DVFS (dynamic-voltage/frequency scaling) is by far the most complex active-state power-management technique. This approach changes the active operating voltage and frequency depending on the demand of the load. During high-load conditions, the voltage and frequency are at nominal conditions, and the chip or unit functions to its fullest extent. During low-loading conditions, the voltage or the frequency scales down to perform at a lower speed but provides lower active-power consumption. Designers realize this technique through a combined hardware/software approach.
On-die voltage regulators meet the demands of various active- and static-power requirements. ICs usually have off-chip voltage-regulator modules that can supply the voltage and current requirements for active states.

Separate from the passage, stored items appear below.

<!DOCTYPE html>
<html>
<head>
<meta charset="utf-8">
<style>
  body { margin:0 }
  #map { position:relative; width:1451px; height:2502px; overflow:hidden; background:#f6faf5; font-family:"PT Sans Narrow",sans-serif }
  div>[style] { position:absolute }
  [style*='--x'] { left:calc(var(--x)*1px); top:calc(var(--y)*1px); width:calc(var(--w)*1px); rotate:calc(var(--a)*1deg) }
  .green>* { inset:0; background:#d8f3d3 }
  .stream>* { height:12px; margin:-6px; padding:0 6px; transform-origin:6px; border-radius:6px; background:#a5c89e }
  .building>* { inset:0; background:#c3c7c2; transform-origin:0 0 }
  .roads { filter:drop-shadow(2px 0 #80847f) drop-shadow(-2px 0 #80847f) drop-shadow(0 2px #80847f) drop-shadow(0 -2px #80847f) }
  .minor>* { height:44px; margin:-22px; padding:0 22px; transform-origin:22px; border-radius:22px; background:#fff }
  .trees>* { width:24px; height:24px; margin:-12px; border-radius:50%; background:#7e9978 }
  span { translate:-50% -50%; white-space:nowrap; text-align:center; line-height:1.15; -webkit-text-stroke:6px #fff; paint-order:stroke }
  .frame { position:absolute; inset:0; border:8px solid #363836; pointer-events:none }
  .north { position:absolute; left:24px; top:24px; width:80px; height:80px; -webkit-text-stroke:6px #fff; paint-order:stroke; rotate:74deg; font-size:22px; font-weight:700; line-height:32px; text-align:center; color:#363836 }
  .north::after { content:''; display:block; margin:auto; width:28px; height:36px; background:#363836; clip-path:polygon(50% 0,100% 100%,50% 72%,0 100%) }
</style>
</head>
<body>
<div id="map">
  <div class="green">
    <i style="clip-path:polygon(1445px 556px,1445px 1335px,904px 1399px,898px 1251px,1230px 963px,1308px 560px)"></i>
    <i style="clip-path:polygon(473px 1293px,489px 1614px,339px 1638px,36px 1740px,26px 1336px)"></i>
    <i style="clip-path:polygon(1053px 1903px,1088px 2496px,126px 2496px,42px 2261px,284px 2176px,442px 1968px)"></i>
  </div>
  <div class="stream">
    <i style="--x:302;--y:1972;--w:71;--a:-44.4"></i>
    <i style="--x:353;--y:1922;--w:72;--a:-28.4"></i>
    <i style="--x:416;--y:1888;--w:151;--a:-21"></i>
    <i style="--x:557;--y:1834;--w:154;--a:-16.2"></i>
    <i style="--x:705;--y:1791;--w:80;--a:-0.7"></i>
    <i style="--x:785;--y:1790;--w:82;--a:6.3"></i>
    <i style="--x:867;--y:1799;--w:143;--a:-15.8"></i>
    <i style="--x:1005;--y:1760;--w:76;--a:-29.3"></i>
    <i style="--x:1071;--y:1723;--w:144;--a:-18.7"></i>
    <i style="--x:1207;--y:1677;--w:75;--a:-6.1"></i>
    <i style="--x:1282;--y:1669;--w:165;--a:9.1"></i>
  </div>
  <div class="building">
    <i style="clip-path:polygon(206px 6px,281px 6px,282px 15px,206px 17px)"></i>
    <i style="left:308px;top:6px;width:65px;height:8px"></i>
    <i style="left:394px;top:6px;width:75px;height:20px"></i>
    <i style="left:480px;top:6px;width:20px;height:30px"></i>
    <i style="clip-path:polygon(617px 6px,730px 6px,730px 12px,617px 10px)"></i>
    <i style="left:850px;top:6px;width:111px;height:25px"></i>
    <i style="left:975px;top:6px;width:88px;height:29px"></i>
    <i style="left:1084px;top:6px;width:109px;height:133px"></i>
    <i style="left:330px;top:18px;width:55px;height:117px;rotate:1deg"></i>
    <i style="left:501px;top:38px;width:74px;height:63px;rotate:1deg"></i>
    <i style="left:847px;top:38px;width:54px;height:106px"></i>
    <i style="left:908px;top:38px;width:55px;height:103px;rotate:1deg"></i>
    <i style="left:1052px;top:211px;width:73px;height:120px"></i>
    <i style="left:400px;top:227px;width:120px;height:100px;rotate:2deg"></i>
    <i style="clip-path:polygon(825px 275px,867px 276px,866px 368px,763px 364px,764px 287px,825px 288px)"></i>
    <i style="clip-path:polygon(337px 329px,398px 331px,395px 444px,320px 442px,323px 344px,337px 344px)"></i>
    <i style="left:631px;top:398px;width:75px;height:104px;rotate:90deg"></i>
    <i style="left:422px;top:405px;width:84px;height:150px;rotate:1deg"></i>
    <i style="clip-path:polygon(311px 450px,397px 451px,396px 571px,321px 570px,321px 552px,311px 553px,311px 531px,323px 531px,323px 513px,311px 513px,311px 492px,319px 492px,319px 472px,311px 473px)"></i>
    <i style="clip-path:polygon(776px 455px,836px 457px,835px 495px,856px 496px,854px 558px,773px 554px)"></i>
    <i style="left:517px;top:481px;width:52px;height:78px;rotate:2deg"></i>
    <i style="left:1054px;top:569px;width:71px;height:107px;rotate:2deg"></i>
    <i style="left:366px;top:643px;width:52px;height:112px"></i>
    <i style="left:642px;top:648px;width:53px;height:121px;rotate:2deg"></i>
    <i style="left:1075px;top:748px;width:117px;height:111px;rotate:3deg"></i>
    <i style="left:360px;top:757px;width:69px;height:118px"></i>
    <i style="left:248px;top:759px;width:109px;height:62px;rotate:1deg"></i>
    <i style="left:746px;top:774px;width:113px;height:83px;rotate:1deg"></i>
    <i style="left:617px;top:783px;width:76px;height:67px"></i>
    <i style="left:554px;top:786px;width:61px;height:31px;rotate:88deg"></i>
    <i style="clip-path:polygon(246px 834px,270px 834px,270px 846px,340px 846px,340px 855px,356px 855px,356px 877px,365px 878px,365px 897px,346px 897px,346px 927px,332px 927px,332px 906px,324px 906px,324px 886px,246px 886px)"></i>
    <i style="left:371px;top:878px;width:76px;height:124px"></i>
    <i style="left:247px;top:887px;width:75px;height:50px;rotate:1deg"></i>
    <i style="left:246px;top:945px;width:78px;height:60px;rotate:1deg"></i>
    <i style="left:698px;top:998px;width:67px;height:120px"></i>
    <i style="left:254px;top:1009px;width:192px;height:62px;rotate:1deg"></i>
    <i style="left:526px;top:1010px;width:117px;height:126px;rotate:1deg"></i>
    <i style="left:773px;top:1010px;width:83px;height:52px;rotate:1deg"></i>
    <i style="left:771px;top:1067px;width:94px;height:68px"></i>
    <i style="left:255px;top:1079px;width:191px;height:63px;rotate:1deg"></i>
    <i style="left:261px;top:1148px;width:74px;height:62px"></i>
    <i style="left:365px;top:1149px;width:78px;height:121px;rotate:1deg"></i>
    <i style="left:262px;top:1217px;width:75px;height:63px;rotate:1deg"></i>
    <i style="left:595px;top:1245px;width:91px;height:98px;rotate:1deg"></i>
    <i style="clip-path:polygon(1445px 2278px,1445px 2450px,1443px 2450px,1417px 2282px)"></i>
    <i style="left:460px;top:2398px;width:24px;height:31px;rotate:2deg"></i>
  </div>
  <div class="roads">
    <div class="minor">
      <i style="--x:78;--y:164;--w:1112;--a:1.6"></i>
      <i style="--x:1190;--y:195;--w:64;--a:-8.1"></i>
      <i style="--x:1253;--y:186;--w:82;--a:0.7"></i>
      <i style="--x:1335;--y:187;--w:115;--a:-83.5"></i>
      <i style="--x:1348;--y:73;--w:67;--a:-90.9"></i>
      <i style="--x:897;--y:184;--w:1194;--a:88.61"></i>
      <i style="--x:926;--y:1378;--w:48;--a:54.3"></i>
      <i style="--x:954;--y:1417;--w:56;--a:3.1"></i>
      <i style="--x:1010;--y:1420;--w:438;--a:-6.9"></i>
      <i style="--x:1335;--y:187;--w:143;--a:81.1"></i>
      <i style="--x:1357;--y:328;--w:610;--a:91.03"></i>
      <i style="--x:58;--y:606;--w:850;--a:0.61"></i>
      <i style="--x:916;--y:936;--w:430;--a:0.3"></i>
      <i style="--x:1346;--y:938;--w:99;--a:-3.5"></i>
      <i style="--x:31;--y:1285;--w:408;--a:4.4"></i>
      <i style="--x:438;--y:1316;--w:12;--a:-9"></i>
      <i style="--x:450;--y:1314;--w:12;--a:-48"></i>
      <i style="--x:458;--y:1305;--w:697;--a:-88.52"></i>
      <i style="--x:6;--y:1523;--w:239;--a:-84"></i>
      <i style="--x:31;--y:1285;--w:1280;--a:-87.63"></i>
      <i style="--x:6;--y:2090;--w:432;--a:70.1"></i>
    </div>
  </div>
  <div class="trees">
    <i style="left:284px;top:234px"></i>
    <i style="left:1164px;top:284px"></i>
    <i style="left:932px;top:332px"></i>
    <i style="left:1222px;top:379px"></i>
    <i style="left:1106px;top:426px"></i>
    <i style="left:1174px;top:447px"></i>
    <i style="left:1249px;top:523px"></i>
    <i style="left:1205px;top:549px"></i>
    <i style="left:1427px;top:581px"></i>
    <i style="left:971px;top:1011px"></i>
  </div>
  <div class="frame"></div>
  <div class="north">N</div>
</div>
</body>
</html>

However, designers are increasingly using on-die regulators as the number of voltage domains and the need for these voltage domains to respond faster to the demand current increase.
Stacking ICs that communicate with one another to minimize the signal interconnect is an emerging trend in low-power design. According to Apache’s Shanmugavel, manufacturers often stack processors and memory over a silicon interposer that makes connections using TSVs (through-silicon vias). These interposers provide a low-capacitance signal interconnect between the die, thus reducing the I/O’s active-power consumption. As the cost of 3-D ICs begins to decrease and as designers get a better understanding of thermal impact, a migration to 3-D ICs will occur across the industry.
To minimize static-power consumption, designers can use power gating, which provides the maximum amount of leakage-power savings for a device in standby. Shutting off the clocks for the functional units reduces active power, but the unit still consumes leakage power. Designers must understand several trade-offs in power gating before implementing the design.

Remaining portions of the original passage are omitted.